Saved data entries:
────────
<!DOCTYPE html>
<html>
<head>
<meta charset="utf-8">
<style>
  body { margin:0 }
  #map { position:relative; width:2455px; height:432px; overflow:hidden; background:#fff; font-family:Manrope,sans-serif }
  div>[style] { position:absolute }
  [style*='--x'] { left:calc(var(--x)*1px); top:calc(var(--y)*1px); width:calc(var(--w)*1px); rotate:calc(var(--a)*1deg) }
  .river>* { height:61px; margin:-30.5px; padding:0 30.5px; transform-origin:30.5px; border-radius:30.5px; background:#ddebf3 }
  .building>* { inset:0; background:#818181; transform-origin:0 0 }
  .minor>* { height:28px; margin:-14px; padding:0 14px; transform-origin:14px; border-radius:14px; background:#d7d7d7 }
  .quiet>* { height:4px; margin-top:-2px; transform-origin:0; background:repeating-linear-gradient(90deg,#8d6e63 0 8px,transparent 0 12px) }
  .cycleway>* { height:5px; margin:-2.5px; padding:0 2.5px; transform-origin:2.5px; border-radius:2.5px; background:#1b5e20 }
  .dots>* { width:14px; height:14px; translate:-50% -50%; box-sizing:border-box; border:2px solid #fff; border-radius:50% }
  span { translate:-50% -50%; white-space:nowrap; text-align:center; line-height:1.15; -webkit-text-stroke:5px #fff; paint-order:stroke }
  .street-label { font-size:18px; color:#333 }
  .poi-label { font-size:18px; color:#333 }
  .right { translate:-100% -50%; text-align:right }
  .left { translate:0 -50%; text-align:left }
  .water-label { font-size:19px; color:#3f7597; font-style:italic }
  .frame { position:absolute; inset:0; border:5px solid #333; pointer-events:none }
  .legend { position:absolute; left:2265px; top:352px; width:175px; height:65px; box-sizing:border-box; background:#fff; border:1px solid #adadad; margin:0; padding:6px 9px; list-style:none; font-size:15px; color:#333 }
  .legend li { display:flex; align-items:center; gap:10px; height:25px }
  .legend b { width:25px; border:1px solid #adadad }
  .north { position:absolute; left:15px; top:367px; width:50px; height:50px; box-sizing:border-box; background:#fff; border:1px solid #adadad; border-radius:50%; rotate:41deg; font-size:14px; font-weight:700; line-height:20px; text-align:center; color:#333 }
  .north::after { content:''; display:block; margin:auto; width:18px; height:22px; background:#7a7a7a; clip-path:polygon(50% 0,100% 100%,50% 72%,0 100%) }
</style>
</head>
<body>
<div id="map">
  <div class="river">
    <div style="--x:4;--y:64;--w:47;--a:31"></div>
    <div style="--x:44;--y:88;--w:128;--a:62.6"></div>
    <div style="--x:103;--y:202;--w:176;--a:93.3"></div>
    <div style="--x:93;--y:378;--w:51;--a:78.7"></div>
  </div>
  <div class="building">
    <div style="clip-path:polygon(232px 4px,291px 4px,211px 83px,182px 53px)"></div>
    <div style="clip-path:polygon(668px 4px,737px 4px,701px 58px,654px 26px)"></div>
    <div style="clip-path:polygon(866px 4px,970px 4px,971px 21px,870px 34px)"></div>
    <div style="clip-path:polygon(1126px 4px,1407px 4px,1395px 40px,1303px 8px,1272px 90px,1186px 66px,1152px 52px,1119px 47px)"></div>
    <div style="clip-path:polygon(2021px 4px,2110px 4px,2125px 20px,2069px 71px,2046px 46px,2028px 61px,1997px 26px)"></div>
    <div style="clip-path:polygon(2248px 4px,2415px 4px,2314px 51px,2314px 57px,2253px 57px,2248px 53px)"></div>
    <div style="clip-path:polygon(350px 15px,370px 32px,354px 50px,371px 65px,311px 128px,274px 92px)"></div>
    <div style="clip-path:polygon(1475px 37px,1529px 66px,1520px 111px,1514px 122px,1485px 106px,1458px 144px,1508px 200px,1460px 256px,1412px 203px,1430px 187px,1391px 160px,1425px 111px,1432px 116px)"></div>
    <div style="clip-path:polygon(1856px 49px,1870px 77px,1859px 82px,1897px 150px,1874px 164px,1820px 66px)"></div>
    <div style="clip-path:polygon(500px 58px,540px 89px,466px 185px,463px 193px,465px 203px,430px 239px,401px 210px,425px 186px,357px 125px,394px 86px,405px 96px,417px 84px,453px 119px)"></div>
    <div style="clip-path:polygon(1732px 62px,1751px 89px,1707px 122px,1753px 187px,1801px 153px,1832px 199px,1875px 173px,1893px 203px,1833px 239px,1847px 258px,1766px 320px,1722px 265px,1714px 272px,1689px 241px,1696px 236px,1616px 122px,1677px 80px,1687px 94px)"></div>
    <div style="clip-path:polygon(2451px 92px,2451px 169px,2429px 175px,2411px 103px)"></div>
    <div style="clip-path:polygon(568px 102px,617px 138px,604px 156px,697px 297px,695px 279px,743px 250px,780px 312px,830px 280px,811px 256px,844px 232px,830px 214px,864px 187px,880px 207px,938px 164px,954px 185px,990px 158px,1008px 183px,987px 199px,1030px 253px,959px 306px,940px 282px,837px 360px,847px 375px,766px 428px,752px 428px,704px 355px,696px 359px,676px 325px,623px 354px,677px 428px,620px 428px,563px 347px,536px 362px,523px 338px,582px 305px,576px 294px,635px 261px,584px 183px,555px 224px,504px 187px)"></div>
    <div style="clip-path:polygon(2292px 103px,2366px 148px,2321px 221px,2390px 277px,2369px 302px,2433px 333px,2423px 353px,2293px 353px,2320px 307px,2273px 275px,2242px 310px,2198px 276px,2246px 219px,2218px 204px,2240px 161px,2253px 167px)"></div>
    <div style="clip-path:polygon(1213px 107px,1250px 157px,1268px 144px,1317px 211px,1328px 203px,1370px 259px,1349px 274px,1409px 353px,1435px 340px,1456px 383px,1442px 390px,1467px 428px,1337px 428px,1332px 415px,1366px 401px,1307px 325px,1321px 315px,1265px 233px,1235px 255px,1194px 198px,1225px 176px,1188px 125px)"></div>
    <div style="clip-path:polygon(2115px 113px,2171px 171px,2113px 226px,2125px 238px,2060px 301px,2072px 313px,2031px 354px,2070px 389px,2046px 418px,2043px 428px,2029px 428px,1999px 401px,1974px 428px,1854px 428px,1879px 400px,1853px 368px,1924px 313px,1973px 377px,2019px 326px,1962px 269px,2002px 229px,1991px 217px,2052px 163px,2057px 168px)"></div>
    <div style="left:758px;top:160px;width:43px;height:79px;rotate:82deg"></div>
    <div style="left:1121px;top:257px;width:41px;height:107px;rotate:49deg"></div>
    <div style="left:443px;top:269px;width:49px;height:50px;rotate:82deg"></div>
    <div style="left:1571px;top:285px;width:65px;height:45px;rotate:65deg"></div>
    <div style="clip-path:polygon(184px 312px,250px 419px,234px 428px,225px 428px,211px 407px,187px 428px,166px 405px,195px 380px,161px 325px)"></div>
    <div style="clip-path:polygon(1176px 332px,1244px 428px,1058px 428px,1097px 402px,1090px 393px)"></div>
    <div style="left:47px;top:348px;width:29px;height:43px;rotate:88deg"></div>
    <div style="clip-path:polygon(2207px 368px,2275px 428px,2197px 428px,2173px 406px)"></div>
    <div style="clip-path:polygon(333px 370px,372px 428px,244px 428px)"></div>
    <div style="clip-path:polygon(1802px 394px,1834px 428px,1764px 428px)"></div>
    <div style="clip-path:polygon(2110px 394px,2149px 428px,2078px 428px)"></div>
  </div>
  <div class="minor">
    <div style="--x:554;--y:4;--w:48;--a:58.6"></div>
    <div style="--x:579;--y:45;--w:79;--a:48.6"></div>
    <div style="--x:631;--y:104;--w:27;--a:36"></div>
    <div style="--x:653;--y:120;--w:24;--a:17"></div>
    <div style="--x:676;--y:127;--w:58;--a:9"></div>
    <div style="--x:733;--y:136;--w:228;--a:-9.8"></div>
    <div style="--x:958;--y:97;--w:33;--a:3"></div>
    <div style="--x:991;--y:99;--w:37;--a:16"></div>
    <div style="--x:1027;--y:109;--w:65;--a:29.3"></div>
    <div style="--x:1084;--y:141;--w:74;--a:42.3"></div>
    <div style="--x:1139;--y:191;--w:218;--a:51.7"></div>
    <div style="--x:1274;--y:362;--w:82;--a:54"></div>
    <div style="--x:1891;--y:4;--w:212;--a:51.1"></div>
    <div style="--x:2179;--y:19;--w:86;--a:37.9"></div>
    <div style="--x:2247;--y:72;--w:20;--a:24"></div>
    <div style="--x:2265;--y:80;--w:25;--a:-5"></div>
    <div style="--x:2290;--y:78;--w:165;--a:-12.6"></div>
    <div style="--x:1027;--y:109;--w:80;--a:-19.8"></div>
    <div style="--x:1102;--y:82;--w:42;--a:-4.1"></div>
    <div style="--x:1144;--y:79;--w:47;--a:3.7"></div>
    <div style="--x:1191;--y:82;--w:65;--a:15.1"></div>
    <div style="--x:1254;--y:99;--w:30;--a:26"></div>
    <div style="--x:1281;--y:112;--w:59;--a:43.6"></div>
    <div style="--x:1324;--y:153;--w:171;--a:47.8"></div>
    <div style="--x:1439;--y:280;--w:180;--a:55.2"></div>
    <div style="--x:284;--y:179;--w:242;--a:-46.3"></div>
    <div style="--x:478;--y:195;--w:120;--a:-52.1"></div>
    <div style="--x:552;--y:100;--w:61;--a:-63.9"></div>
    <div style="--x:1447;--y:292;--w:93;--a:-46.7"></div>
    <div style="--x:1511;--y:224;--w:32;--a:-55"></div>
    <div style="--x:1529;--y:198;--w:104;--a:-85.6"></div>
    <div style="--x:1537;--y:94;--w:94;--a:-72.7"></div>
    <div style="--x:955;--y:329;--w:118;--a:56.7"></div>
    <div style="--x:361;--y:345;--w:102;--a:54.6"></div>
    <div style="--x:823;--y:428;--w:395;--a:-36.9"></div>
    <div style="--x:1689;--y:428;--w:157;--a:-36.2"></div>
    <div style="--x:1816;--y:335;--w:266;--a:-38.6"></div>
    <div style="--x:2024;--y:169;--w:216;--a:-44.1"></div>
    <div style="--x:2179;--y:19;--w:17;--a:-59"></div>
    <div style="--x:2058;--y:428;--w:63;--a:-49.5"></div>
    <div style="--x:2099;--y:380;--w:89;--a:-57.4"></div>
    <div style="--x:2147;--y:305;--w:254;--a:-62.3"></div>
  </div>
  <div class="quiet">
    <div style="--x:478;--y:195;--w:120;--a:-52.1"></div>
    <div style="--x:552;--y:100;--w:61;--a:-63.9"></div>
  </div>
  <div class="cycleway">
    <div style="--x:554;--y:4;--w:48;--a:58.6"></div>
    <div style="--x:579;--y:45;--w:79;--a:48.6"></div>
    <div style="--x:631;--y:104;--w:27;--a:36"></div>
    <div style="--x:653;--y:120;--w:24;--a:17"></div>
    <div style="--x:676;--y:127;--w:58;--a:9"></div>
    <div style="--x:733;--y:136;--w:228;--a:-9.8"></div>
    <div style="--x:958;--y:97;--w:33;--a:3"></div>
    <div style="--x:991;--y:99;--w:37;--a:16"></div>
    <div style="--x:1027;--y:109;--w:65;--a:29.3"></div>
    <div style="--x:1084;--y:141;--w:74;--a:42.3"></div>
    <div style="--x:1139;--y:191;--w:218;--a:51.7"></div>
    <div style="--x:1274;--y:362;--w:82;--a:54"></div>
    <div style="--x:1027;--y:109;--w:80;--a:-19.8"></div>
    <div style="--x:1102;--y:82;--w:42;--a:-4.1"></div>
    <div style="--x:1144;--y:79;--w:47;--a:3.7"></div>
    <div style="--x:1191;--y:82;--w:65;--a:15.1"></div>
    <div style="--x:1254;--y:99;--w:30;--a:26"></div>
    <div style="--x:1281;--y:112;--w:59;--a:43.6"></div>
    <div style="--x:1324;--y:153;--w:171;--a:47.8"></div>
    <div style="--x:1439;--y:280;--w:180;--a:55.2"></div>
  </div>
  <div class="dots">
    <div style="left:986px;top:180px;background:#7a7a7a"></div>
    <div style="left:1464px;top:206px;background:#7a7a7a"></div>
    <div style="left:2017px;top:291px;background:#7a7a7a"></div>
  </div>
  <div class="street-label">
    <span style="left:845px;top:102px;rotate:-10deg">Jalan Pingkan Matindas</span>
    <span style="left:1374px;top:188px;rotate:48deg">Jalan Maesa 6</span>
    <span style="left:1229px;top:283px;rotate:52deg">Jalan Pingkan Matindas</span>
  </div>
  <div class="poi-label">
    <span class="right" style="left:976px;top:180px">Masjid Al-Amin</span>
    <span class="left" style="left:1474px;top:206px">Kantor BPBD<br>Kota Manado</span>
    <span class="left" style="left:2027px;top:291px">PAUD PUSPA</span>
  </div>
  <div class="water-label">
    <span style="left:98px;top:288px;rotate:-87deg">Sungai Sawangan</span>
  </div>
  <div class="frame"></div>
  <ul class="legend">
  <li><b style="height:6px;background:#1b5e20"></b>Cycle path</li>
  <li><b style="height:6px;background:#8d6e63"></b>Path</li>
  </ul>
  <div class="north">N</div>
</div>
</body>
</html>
────────
Return only those lines of the records that contain the string "minor".

### FINAL ANSWER:
  .minor>* { height:28px; margin:-14px; padding:0 14px; transform-origin:14px; border-radius:14px; background:#d7d7d7 }
  <div class="minor">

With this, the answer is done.